Writers such as Tara Isabella Burton have documented the mushrooming of new movements and fashions, which in many ways ape the external features of traditional religious beliefs or practices. Politics is, of course, one such vehicle, supplying the meaning, values, solidarity, identity—even the pretence towards a type of salvation—that were once the preserve of organized religion. Ideological frameworks, whether past or present, offer a pre-packaged means of explaining the world and its ills, claiming to satisfy one’s craving for something beyond the individual and the material. In societies starved of conventional sources of spirituality, those systems—and the mass gatherings they may generate—offer something of a secularised substitute.

And so, we return to the present eruption. The activist zeal that has roiled America and elsewhere may express a yearning, however inchoate, for a kind of transcendence that has survived efforts to extirpate traditional religion from Western societies. True, not everyone involved in the recent protests is driven by such existential concerns; so diffuse and widespread a social movement will attract a conglomerate of participants. But for some, politics as a procedural, incremental, collective enterprise has given way to a deluge of righteous fervour, more akin to various expressions of religious fanaticism that have broken out periodically throughout history.

Witness some of the key moments that have emerged over the past couple of months. The toppling of statues has dominated news cycles, but it also provides a particularly clear window into the types of attitude that have colonised the minds of some activists. The philosopher John Gray has rightly termed these acts of iconoclastic destruction: “rituals of purification,” aimed at cleansing society at large, and consolidating the protagonists’ moral and spiritual virtue. It is a well-trodden path, one taken by a variety of groups spurred on by a profusion of religious zeal. As but one example, Gray cites the outburst of Anabaptist millenarianism in the wake of the Reformation: The obliteration of artistic and iconic works was part of a wider movement to (violently) wrench the present, and indeed the future, out of the ossified grip of a moribund past.

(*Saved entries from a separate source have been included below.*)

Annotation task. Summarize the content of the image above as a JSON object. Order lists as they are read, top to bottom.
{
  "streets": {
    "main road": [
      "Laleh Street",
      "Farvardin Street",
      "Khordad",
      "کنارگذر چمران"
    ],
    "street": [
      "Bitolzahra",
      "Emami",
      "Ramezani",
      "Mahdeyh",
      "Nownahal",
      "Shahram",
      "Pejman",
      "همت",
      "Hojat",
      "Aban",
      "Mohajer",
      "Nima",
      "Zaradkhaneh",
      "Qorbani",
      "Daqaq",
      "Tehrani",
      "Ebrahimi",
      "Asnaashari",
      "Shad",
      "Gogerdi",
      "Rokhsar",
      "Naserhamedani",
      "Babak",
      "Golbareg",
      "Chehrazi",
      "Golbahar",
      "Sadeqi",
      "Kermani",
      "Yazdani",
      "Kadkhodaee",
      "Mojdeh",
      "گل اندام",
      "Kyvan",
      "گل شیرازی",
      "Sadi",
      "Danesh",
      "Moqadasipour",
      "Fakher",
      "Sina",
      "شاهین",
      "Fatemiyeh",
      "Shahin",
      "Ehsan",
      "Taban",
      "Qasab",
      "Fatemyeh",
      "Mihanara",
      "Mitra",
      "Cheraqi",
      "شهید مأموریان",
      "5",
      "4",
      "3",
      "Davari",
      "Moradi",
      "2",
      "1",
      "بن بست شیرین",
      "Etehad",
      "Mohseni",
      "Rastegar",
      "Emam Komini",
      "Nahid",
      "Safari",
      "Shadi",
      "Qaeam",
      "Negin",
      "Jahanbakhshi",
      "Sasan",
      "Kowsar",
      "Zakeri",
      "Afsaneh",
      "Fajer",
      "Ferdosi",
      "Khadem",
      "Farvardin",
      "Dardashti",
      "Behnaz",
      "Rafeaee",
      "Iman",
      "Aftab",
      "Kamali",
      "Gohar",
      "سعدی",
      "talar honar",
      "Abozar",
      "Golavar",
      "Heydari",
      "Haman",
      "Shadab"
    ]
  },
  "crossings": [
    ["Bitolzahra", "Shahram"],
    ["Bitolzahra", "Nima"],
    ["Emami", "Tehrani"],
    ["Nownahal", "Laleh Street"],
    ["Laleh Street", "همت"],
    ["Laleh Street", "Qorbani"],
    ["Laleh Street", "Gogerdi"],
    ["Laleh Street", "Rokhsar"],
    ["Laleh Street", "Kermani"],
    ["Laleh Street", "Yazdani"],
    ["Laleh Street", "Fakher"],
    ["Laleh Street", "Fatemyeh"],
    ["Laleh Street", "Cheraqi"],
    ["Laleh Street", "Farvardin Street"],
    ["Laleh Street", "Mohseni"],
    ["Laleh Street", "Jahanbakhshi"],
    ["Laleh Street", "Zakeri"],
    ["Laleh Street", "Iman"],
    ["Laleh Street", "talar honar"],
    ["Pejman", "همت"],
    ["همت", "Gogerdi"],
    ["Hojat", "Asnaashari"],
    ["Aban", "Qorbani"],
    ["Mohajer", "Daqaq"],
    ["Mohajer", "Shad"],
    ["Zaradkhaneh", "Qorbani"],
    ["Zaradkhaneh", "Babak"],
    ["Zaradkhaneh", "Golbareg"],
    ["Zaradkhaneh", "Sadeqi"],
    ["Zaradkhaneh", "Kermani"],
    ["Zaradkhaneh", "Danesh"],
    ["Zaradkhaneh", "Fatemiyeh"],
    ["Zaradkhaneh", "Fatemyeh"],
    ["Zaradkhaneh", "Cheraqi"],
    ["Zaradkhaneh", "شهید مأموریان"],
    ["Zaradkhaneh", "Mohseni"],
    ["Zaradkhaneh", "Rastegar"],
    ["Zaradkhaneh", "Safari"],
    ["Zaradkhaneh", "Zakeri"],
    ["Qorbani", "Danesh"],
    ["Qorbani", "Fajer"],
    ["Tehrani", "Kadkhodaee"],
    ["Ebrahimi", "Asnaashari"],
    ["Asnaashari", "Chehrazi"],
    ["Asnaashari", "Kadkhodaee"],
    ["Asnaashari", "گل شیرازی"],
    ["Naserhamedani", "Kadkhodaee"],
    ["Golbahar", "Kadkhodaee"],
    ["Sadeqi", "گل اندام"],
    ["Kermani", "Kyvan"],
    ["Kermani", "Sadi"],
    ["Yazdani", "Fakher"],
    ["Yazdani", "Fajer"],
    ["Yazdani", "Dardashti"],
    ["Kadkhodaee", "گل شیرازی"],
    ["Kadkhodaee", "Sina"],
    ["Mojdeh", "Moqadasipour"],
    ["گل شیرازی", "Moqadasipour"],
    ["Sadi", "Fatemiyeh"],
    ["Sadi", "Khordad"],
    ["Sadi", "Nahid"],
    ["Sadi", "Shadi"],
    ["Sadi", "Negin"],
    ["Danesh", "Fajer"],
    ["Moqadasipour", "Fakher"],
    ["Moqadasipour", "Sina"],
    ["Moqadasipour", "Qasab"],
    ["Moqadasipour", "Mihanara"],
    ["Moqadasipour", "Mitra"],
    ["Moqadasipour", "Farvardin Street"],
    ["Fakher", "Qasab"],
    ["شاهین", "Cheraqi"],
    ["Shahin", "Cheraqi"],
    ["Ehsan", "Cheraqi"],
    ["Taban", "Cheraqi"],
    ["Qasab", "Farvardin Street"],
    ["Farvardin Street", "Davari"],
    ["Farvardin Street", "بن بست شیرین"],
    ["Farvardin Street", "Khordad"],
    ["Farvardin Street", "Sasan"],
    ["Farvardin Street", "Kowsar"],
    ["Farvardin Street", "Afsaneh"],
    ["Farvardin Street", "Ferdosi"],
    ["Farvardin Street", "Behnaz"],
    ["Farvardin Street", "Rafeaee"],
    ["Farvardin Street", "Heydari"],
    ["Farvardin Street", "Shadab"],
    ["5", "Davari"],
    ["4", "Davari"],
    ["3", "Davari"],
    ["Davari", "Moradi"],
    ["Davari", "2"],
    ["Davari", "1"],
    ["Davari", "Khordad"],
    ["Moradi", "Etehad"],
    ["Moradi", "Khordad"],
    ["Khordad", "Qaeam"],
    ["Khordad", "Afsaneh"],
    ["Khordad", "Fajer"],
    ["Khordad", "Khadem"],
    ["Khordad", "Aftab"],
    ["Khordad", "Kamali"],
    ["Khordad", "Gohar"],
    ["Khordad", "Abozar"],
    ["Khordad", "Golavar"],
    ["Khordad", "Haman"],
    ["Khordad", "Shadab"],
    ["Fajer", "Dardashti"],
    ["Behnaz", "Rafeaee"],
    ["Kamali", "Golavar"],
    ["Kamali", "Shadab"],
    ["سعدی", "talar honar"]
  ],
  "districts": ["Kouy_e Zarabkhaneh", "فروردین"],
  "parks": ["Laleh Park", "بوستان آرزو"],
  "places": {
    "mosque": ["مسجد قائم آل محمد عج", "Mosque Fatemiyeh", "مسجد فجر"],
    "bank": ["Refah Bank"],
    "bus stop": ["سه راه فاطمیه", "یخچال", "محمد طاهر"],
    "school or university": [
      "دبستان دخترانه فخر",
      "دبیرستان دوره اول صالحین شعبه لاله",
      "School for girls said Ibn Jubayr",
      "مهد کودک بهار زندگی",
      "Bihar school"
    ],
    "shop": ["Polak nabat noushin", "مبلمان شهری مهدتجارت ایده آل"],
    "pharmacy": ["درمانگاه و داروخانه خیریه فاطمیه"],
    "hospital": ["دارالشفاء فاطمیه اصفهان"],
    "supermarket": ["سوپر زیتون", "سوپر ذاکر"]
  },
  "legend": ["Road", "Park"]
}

Certainly, such actions intersect with more mundane grievances. But this is politics in a cosmic key, focused upon an “eschatological horizon” that promises to trigger a wholesale break with the present course of history. As psychologist and ethicist Aaron Kheriaty has recently written, the iconoclasm on display manifests an effort to create the conditions for “an entirely new and historically unprecedented social order”—the secular analogue to traditional religious longings for the divine kingdom, whose advent would sweep away the moral detritus of both historical and current political systems.

The destruction of secular iconography in towns and cities across the US bears witness to this utopian desire for redemption—an emancipation from the past, which is seen as unbearably corrupt. In fact, it’s an attempt to realize that desire using the tools of political vandalism, which have been harnessed to overturn the sacred symbols of the old order. That the eschatological object of such longings remains opaque and ill-defined doesn’t diminish their potency.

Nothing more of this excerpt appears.